*Exercise instructions*.
Please transcribe every record below exactly as written.

==== Record extracts

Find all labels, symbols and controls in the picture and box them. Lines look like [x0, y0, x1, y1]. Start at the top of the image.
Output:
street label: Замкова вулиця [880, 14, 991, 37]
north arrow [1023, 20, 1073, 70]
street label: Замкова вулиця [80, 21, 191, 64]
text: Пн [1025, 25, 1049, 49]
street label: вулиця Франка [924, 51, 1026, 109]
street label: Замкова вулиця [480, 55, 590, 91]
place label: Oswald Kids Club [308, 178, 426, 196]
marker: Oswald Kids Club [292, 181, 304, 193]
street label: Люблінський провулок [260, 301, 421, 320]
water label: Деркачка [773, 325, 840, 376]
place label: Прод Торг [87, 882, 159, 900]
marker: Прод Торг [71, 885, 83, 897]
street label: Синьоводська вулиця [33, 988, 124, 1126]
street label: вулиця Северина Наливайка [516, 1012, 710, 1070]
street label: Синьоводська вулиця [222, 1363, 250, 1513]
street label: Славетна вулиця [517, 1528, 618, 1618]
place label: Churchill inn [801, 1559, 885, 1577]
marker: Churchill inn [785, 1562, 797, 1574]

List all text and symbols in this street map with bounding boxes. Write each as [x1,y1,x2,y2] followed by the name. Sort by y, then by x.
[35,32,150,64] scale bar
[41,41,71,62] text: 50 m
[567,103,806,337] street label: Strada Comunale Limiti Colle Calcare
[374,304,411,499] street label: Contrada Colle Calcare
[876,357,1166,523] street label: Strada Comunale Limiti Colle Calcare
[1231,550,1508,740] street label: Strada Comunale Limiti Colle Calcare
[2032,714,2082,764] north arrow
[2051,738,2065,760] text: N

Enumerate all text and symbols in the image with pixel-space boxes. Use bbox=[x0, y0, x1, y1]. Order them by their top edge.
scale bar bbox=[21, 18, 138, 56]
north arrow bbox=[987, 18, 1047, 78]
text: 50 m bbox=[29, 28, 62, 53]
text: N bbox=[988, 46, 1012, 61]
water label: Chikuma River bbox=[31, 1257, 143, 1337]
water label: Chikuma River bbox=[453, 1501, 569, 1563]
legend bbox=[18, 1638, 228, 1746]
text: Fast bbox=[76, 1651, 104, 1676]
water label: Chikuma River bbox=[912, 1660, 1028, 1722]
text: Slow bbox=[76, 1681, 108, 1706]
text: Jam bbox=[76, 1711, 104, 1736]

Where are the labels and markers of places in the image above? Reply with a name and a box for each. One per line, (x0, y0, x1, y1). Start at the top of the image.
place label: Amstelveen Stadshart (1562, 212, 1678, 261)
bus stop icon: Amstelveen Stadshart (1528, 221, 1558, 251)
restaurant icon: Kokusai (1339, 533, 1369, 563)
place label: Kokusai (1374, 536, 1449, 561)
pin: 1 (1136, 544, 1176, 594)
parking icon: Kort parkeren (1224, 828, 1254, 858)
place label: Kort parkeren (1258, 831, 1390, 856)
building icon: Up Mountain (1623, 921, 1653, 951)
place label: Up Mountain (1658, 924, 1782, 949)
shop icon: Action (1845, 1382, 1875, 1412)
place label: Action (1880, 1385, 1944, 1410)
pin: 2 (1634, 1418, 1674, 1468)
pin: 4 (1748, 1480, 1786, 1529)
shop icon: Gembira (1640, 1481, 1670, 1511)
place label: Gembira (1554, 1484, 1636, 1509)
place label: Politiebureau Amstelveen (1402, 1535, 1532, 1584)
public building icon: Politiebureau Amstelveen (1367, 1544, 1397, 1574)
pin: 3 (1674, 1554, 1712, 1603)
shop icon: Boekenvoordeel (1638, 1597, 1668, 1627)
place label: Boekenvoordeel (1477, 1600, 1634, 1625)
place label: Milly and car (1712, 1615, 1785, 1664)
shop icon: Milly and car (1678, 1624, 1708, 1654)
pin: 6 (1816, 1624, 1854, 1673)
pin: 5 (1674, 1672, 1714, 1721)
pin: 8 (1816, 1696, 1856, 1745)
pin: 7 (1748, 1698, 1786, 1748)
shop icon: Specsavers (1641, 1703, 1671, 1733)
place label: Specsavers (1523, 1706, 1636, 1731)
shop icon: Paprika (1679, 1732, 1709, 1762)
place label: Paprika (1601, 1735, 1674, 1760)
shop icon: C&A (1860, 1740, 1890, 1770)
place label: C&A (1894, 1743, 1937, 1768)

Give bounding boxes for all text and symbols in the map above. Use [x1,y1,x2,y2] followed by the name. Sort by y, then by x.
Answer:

========

*Answer box*.
Find all labels, symbols and controls in the picture and box them. Lines look like [x0, y0, x1, y1]. Start at the top of the image.
Output:
street label: Замкова вулиця [880, 14, 991, 37]
north arrow [1023, 20, 1073, 70]
street label: Замкова вулиця [80, 21, 191, 64]
text: Пн [1025, 25, 1049, 49]
street label: вулиця Франка [924, 51, 1026, 109]
street label: Замкова вулиця [480, 55, 590, 91]
place label: Oswald Kids Club [308, 178, 426, 196]
marker: Oswald Kids Club [292, 181, 304, 193]
street label: Люблінський провулок [260, 301, 421, 320]
water label: Деркачка [773, 325, 840, 376]
place label: Прод Торг [87, 882, 159, 900]
marker: Прод Торг [71, 885, 83, 897]
street label: Синьоводська вулиця [33, 988, 124, 1126]
street label: вулиця Северина Наливайка [516, 1012, 710, 1070]
street label: Синьоводська вулиця [222, 1363, 250, 1513]
street label: Славетна вулиця [517, 1528, 618, 1618]
place label: Churchill inn [801, 1559, 885, 1577]
marker: Churchill inn [785, 1562, 797, 1574]

List all text and symbols in this street map with bounding boxes. Write each as [x1,y1,x2,y2] followed by the name. Sort by y, then by x.
[35,32,150,64] scale bar
[41,41,71,62] text: 50 m
[567,103,806,337] street label: Strada Comunale Limiti Colle Calcare
[374,304,411,499] street label: Contrada Colle Calcare
[876,357,1166,523] street label: Strada Comunale Limiti Colle Calcare
[1231,550,1508,740] street label: Strada Comunale Limiti Colle Calcare
[2032,714,2082,764] north arrow
[2051,738,2065,760] text: N

Enumerate all text and symbols in the image with pixel-space boxes. Use bbox=[x0, y0, x1, y1]. Order them by their top edge.
scale bar bbox=[21, 18, 138, 56]
north arrow bbox=[987, 18, 1047, 78]
text: 50 m bbox=[29, 28, 62, 53]
text: N bbox=[988, 46, 1012, 61]
water label: Chikuma River bbox=[31, 1257, 143, 1337]
water label: Chikuma River bbox=[453, 1501, 569, 1563]
legend bbox=[18, 1638, 228, 1746]
text: Fast bbox=[76, 1651, 104, 1676]
water label: Chikuma River bbox=[912, 1660, 1028, 1722]
text: Slow bbox=[76, 1681, 108, 1706]
text: Jam bbox=[76, 1711, 104, 1736]

Where are the labels and markers of places in the image above? Reply with a name and a box for each. One per line, (x0, y0, x1, y1). Start at the top of the image.
place label: Amstelveen Stadshart (1562, 212, 1678, 261)
bus stop icon: Amstelveen Stadshart (1528, 221, 1558, 251)
restaurant icon: Kokusai (1339, 533, 1369, 563)
place label: Kokusai (1374, 536, 1449, 561)
pin: 1 (1136, 544, 1176, 594)
parking icon: Kort parkeren (1224, 828, 1254, 858)
place label: Kort parkeren (1258, 831, 1390, 856)
building icon: Up Mountain (1623, 921, 1653, 951)
place label: Up Mountain (1658, 924, 1782, 949)
shop icon: Action (1845, 1382, 1875, 1412)
place label: Action (1880, 1385, 1944, 1410)
pin: 2 (1634, 1418, 1674, 1468)
pin: 4 (1748, 1480, 1786, 1529)
shop icon: Gembira (1640, 1481, 1670, 1511)
place label: Gembira (1554, 1484, 1636, 1509)
place label: Politiebureau Amstelveen (1402, 1535, 1532, 1584)
public building icon: Politiebureau Amstelveen (1367, 1544, 1397, 1574)
pin: 3 (1674, 1554, 1712, 1603)
shop icon: Boekenvoordeel (1638, 1597, 1668, 1627)
place label: Boekenvoordeel (1477, 1600, 1634, 1625)
place label: Milly and car (1712, 1615, 1785, 1664)
shop icon: Milly and car (1678, 1624, 1708, 1654)
pin: 6 (1816, 1624, 1854, 1673)
pin: 5 (1674, 1672, 1714, 1721)
pin: 8 (1816, 1696, 1856, 1745)
pin: 7 (1748, 1698, 1786, 1748)
shop icon: Specsavers (1641, 1703, 1671, 1733)
place label: Specsavers (1523, 1706, 1636, 1731)
shop icon: Paprika (1679, 1732, 1709, 1762)
place label: Paprika (1601, 1735, 1674, 1760)
shop icon: C&A (1860, 1740, 1890, 1770)
place label: C&A (1894, 1743, 1937, 1768)

Give bounding boxes for all text and symbols in the map above. Use [x1,y1,x2,y2] followed by the name. Sort by y, then by x.
Answer:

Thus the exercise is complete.